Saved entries
● ● ● ●

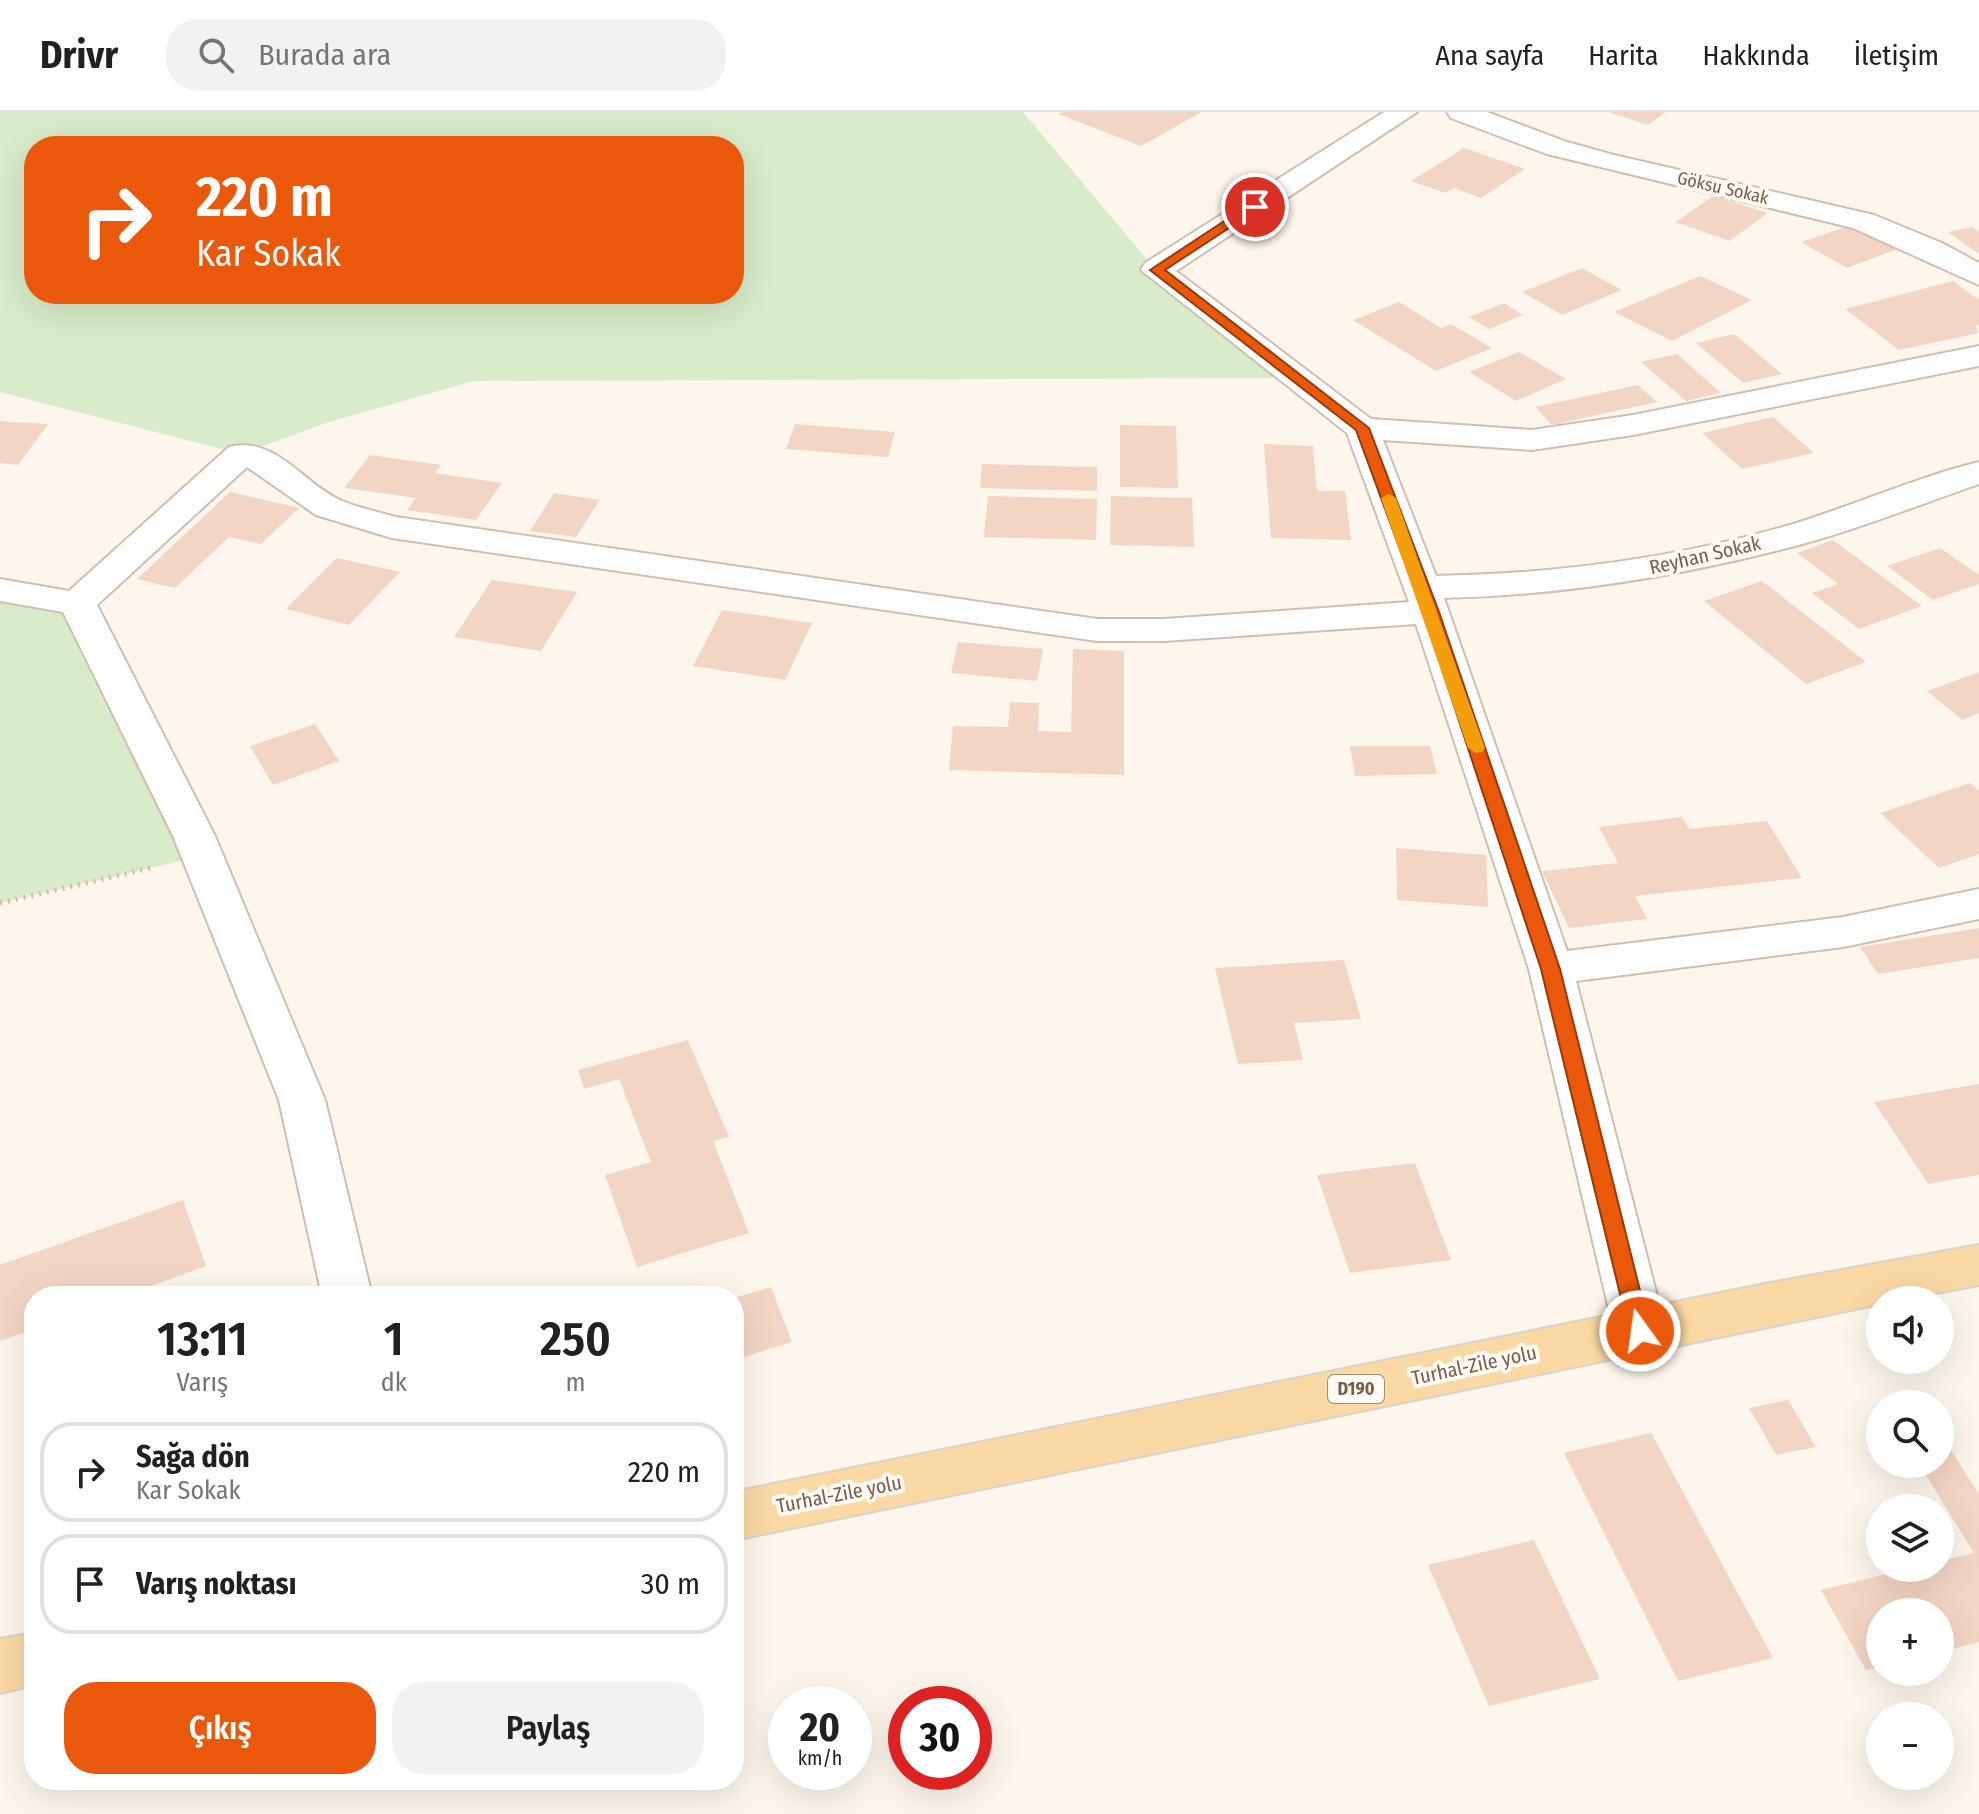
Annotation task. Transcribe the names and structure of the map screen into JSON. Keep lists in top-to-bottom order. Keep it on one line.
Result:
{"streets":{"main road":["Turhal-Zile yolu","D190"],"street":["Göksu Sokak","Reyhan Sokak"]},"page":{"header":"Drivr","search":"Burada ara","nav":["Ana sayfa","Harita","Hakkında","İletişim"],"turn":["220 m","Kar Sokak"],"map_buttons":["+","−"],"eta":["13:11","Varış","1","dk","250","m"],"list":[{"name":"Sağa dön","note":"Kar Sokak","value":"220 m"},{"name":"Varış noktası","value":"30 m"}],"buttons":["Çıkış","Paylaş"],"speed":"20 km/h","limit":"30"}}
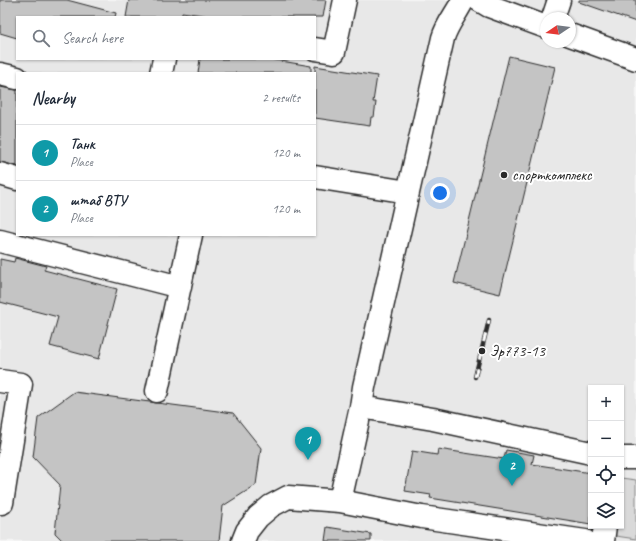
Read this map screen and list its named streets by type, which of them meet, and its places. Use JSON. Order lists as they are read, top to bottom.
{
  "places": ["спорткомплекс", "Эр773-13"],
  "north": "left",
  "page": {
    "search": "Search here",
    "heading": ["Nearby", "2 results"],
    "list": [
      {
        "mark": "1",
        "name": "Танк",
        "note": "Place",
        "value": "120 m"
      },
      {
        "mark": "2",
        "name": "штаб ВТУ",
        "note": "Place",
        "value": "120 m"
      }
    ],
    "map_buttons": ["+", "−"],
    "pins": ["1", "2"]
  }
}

● ● ● ●

Repeat word for word the lines running from the line containing "Read this map" to the end of the entries above, inclusive.

OUTPUT OF THE TASK ▸
Read this map screen and list its named streets by type, which of them meet, and its places. Use JSON. Order lists as they are read, top to bottom.
{
  "places": ["спорткомплекс", "Эр773-13"],
  "north": "left",
  "page": {
    "search": "Search here",
    "heading": ["Nearby", "2 results"],
    "list": [
      {
        "mark": "1",
        "name": "Танк",
        "note": "Place",
        "value": "120 m"
      },
      {
        "mark": "2",
        "name": "штаб ВТУ",
        "note": "Place",
        "value": "120 m"
      }
    ],
    "map_buttons": ["+", "−"],
    "pins": ["1", "2"]
  }
}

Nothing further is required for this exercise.